◆ TASK GOAL ◆
Go through the listing below and reproduce it word for word.

◆ RECORD EXCERPTS ◆
··········
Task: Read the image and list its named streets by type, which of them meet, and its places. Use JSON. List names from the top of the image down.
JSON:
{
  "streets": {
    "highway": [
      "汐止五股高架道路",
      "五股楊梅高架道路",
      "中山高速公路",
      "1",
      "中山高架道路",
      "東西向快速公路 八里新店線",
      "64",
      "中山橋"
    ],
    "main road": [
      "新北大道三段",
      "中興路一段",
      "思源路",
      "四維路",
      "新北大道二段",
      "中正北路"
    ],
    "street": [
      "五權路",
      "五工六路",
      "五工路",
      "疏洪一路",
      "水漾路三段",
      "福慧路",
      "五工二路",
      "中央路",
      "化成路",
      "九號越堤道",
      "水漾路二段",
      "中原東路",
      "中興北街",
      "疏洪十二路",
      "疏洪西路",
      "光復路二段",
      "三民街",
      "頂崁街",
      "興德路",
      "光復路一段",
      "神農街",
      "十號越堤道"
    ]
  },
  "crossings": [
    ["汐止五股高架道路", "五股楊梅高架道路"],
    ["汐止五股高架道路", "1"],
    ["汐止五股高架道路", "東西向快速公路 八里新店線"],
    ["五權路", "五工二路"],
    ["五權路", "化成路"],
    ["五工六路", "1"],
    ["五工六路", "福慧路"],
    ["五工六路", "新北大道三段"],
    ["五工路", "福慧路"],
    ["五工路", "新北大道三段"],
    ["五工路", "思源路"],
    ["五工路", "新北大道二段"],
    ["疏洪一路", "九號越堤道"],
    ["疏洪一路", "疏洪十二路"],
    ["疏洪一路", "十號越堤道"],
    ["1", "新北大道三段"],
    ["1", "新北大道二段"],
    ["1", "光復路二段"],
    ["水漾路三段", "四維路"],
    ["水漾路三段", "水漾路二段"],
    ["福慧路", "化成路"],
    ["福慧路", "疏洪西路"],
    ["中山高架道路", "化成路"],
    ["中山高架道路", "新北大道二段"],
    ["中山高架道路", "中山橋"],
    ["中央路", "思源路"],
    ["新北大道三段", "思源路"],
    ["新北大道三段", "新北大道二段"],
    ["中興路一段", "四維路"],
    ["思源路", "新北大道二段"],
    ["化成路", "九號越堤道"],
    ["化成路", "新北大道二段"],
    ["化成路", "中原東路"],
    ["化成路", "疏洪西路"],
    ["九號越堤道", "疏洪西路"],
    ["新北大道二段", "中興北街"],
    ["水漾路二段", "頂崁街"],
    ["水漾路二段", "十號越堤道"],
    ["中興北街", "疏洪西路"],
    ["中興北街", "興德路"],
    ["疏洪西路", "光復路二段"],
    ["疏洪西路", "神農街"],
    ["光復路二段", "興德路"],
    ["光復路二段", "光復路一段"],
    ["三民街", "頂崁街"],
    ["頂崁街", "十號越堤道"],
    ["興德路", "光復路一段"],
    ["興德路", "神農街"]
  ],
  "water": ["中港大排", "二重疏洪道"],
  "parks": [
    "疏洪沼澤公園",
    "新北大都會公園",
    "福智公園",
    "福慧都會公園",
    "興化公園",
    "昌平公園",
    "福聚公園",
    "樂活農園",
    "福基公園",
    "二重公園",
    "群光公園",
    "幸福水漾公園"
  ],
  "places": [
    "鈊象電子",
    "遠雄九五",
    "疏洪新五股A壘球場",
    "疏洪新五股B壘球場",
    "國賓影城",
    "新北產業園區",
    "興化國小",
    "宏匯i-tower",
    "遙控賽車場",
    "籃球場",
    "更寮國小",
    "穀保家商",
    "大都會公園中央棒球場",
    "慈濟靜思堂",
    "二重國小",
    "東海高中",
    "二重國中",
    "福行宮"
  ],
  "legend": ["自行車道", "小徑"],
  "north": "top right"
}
··········
◆ SOLUTION TO THE PROBLEM ◆
Task: Read the image and list its named streets by type, which of them meet, and its places. Use JSON. List names from the top of the image down.
JSON:
{
  "streets": {
    "highway": [
      "汐止五股高架道路",
      "五股楊梅高架道路",
      "中山高速公路",
      "1",
      "中山高架道路",
      "東西向快速公路 八里新店線",
      "64",
      "中山橋"
    ],
    "main road": [
      "新北大道三段",
      "中興路一段",
      "思源路",
      "四維路",
      "新北大道二段",
      "中正北路"
    ],
    "street": [
      "五權路",
      "五工六路",
      "五工路",
      "疏洪一路",
      "水漾路三段",
      "福慧路",
      "五工二路",
      "中央路",
      "化成路",
      "九號越堤道",
      "水漾路二段",
      "中原東路",
      "中興北街",
      "疏洪十二路",
      "疏洪西路",
      "光復路二段",
      "三民街",
      "頂崁街",
      "興德路",
      "光復路一段",
      "神農街",
      "十號越堤道"
    ]
  },
  "crossings": [
    ["汐止五股高架道路", "五股楊梅高架道路"],
    ["汐止五股高架道路", "1"],
    ["汐止五股高架道路", "東西向快速公路 八里新店線"],
    ["五權路", "五工二路"],
    ["五權路", "化成路"],
    ["五工六路", "1"],
    ["五工六路", "福慧路"],
    ["五工六路", "新北大道三段"],
    ["五工路", "福慧路"],
    ["五工路", "新北大道三段"],
    ["五工路", "思源路"],
    ["五工路", "新北大道二段"],
    ["疏洪一路", "九號越堤道"],
    ["疏洪一路", "疏洪十二路"],
    ["疏洪一路", "十號越堤道"],
    ["1", "新北大道三段"],
    ["1", "新北大道二段"],
    ["1", "光復路二段"],
    ["水漾路三段", "四維路"],
    ["水漾路三段", "水漾路二段"],
    ["福慧路", "化成路"],
    ["福慧路", "疏洪西路"],
    ["中山高架道路", "化成路"],
    ["中山高架道路", "新北大道二段"],
    ["中山高架道路", "中山橋"],
    ["中央路", "思源路"],
    ["新北大道三段", "思源路"],
    ["新北大道三段", "新北大道二段"],
    ["中興路一段", "四維路"],
    ["思源路", "新北大道二段"],
    ["化成路", "九號越堤道"],
    ["化成路", "新北大道二段"],
    ["化成路", "中原東路"],
    ["化成路", "疏洪西路"],
    ["九號越堤道", "疏洪西路"],
    ["新北大道二段", "中興北街"],
    ["水漾路二段", "頂崁街"],
    ["水漾路二段", "十號越堤道"],
    ["中興北街", "疏洪西路"],
    ["中興北街", "興德路"],
    ["疏洪西路", "光復路二段"],
    ["疏洪西路", "神農街"],
    ["光復路二段", "興德路"],
    ["光復路二段", "光復路一段"],
    ["三民街", "頂崁街"],
    ["頂崁街", "十號越堤道"],
    ["興德路", "光復路一段"],
    ["興德路", "神農街"]
  ],
  "water": ["中港大排", "二重疏洪道"],
  "parks": [
    "疏洪沼澤公園",
    "新北大都會公園",
    "福智公園",
    "福慧都會公園",
    "興化公園",
    "昌平公園",
    "福聚公園",
    "樂活農園",
    "福基公園",
    "二重公園",
    "群光公園",
    "幸福水漾公園"
  ],
  "places": [
    "鈊象電子",
    "遠雄九五",
    "疏洪新五股A壘球場",
    "疏洪新五股B壘球場",
    "國賓影城",
    "新北產業園區",
    "興化國小",
    "宏匯i-tower",
    "遙控賽車場",
    "籃球場",
    "更寮國小",
    "穀保家商",
    "大都會公園中央棒球場",
    "慈濟靜思堂",
    "二重國小",
    "東海高中",
    "二重國中",
    "福行宮"
  ],
  "legend": ["自行車道", "小徑"],
  "north": "top right"
}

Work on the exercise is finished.